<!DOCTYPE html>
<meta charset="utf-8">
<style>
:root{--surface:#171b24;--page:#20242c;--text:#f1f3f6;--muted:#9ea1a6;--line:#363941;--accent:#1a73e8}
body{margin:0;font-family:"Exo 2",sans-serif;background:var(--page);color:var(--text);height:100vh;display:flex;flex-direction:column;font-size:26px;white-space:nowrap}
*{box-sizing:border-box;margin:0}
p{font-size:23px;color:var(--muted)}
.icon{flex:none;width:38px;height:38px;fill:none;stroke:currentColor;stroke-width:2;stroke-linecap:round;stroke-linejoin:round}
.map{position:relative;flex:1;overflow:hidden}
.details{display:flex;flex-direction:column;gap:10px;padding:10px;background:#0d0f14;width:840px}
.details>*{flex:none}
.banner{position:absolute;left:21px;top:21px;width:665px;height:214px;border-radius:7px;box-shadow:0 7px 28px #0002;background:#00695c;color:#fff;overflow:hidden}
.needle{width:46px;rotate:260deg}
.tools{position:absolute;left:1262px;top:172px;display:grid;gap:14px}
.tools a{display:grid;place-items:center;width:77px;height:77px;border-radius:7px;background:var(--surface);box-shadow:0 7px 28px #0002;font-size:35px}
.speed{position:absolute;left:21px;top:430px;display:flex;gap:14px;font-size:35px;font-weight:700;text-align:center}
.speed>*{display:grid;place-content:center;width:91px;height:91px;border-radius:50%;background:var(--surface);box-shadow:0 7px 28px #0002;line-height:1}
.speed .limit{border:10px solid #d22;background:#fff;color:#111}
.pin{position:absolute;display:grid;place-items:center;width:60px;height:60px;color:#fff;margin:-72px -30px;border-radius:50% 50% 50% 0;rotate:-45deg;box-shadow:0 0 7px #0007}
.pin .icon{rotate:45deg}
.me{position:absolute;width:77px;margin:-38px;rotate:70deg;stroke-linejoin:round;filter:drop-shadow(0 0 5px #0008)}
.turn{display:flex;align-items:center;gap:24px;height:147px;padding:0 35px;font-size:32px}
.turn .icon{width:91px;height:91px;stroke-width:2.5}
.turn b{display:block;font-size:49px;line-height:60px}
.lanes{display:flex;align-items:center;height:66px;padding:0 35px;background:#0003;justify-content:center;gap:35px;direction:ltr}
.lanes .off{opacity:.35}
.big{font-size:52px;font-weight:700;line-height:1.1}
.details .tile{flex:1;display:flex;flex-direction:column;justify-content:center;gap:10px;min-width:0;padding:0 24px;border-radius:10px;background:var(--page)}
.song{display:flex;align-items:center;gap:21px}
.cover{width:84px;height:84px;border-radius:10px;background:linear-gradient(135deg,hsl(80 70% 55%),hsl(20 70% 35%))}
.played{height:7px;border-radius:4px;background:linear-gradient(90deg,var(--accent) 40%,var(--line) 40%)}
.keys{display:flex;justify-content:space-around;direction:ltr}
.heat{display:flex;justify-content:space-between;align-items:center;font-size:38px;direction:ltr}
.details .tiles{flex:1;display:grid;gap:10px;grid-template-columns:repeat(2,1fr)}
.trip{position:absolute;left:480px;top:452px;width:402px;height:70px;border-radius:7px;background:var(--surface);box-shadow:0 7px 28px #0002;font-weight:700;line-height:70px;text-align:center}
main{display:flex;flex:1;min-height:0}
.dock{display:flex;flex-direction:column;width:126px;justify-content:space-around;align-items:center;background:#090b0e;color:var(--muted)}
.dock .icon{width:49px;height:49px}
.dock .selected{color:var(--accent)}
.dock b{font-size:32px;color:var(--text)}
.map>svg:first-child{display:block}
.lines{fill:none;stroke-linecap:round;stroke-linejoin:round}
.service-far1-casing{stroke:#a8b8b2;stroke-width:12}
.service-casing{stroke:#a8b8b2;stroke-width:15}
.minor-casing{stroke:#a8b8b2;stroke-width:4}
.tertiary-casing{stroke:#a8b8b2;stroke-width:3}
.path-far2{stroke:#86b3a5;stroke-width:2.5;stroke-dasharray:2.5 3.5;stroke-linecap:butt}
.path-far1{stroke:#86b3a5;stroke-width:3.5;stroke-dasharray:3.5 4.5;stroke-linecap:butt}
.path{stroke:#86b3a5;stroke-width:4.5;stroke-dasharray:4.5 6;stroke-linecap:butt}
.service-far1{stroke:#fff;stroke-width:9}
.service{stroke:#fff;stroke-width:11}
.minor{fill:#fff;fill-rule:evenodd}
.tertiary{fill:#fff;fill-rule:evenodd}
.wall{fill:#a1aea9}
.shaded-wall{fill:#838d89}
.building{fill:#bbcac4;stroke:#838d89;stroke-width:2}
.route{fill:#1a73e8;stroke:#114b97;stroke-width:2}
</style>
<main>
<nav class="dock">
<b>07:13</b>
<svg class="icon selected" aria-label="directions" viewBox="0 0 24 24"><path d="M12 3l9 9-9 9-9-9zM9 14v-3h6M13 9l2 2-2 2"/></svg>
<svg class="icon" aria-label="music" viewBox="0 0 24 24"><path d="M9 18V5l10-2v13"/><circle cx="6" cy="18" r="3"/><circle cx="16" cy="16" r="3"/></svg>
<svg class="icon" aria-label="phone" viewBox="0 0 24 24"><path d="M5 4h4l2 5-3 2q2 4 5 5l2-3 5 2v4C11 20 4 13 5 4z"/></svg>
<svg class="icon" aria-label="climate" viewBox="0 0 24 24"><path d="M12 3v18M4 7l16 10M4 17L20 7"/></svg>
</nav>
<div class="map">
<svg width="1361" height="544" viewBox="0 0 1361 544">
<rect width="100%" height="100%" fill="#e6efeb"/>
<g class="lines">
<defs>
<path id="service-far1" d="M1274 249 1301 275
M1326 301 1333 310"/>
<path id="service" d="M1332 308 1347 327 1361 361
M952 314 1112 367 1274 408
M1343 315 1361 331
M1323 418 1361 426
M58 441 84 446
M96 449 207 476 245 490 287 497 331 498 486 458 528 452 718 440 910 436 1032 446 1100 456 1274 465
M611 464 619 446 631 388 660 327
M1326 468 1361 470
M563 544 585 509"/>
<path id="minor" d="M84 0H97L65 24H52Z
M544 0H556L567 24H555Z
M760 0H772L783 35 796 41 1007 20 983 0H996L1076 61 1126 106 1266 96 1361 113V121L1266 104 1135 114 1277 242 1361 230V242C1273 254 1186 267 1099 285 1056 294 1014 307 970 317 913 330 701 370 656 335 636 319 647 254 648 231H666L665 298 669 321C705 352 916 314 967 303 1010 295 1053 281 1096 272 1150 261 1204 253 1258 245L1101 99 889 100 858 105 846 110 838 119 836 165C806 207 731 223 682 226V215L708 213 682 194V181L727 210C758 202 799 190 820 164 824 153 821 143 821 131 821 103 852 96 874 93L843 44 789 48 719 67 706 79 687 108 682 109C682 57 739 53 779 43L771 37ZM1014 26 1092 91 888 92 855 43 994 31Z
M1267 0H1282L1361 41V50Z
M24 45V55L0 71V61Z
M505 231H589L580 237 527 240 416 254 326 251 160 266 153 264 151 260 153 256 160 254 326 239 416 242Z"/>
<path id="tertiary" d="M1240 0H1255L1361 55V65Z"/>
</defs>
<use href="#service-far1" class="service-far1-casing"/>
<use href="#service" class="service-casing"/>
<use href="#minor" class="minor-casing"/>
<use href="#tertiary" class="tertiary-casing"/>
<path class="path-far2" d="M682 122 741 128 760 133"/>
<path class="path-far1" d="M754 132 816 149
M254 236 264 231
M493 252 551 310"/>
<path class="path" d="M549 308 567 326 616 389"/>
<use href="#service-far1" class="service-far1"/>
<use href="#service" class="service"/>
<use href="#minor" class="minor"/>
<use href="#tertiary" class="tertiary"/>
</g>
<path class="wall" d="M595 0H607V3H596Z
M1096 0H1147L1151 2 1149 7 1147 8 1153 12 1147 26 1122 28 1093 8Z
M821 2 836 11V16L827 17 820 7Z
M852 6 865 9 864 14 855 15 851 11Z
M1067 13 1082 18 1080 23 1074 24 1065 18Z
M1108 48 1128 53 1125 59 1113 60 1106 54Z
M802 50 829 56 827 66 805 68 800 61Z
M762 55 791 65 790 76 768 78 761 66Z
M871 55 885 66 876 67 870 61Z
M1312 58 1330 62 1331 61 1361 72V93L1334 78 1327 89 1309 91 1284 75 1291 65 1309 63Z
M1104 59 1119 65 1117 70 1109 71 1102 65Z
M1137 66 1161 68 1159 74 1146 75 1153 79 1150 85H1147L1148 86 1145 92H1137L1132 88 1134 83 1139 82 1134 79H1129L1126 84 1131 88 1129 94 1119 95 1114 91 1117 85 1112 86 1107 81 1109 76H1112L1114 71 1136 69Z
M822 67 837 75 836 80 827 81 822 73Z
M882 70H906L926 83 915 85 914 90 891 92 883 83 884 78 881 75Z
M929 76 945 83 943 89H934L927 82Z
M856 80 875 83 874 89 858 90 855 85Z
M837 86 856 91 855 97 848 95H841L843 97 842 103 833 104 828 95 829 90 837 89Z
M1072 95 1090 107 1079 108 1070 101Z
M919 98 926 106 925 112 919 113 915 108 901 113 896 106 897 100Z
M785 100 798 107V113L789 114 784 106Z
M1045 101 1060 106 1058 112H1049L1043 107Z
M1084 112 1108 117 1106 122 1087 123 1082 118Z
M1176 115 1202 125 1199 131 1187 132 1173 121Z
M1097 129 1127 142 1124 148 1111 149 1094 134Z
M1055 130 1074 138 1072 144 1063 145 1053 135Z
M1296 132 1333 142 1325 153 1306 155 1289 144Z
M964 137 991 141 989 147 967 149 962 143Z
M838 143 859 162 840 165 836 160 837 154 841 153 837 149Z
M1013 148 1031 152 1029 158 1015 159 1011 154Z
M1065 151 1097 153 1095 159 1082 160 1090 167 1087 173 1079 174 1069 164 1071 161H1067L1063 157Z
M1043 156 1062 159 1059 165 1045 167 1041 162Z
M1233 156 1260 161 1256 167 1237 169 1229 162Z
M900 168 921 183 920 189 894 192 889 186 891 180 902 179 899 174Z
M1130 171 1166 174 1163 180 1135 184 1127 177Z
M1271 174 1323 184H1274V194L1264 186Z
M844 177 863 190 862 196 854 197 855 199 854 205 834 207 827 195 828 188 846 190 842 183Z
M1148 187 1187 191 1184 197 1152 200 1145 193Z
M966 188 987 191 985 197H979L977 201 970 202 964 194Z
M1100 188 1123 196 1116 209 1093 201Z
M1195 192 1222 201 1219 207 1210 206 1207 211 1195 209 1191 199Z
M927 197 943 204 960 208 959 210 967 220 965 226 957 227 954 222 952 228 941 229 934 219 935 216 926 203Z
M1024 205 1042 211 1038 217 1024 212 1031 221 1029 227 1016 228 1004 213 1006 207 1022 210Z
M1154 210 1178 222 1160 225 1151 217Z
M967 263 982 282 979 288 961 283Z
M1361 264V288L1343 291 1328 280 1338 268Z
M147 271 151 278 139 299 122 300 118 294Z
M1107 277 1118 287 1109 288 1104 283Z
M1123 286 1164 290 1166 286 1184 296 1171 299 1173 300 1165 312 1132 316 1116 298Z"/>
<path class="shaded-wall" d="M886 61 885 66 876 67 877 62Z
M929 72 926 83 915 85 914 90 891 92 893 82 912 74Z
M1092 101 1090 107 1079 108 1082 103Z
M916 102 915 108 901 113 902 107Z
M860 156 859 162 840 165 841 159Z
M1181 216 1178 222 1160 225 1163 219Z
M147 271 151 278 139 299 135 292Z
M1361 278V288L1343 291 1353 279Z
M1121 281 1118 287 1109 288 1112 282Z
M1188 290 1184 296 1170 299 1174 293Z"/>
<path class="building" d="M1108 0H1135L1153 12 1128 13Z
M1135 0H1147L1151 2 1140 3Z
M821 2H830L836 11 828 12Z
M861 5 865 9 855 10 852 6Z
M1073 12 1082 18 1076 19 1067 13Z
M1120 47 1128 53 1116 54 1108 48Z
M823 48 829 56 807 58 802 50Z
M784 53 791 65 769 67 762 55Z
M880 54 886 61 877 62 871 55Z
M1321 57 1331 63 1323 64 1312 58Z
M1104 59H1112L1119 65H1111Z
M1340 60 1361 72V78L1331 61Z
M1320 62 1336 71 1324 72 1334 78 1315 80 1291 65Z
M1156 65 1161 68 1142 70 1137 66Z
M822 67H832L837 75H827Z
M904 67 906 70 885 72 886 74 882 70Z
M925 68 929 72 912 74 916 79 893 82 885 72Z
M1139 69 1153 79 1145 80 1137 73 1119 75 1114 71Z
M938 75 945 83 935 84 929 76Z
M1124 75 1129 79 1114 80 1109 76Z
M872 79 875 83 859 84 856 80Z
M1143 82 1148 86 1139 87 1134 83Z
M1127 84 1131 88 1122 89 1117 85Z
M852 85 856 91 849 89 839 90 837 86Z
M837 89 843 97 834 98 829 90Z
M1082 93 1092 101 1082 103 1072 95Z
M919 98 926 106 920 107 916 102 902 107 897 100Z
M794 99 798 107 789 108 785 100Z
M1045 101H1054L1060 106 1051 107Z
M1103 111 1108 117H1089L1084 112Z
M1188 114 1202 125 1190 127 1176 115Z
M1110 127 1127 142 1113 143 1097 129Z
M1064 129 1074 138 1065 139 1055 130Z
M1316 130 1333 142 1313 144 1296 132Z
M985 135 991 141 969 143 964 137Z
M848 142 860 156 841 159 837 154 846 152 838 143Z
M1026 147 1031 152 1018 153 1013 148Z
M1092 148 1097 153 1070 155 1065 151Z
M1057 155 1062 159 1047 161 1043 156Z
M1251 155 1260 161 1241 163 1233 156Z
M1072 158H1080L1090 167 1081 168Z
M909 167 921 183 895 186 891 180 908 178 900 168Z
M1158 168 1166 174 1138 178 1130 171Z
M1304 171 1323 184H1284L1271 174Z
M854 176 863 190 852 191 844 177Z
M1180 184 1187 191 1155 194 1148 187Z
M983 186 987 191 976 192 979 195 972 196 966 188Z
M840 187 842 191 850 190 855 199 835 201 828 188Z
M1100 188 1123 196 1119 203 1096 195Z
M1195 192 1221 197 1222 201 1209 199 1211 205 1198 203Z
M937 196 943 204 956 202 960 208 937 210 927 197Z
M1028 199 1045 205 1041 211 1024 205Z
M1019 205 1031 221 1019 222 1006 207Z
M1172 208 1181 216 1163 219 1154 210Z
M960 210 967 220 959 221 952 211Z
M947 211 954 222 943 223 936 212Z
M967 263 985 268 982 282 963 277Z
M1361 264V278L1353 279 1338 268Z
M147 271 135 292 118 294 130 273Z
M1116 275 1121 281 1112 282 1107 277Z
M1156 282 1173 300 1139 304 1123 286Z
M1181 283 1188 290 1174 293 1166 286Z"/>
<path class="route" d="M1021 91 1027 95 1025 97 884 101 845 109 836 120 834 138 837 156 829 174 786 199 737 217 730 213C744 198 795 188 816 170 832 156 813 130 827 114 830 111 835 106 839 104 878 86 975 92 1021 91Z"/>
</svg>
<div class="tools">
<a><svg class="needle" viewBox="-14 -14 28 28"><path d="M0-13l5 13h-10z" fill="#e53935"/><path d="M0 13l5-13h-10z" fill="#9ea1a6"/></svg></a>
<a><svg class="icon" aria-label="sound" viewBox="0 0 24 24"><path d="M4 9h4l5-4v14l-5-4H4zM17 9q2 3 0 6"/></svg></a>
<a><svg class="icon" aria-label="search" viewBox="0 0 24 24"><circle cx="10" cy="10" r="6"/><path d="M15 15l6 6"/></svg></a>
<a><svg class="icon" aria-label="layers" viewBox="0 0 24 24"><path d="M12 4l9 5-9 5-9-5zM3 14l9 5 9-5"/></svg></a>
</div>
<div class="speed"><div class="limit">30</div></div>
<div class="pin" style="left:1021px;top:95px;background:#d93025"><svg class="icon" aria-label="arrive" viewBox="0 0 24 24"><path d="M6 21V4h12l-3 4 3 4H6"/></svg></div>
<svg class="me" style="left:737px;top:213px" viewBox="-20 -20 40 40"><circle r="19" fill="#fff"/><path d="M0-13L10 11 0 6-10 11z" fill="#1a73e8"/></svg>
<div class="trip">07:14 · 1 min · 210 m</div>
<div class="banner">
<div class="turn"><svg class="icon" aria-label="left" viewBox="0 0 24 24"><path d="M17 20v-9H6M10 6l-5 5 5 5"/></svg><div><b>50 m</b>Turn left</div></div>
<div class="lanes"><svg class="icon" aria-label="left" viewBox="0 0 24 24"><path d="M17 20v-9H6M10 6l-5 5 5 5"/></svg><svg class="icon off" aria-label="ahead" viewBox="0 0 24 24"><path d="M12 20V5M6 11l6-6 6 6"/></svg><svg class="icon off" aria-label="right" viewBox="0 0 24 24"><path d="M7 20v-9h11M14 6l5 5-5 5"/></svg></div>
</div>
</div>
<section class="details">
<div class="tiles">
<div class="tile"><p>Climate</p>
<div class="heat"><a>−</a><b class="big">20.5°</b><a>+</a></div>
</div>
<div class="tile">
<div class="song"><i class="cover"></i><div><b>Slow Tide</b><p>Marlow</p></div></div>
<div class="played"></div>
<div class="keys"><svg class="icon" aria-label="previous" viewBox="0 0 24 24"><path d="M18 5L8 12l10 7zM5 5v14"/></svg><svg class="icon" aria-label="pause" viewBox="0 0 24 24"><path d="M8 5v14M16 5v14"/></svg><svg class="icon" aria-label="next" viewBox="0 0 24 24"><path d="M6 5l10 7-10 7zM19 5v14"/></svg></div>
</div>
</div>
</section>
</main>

§ **Exercise details**: All lines of the records above that contain the word "dock" are to be copied out.

§ **Solution to this problem**:
.dock{display:flex;flex-direction:column;width:126px;justify-content:space-around;align-items:center;background:#090b0e;color:var(--muted)}
.dock .icon{width:49px;height:49px}
.dock .selected{color:var(--accent)}
.dock b{font-size:32px;color:var(--text)}
<nav class="dock">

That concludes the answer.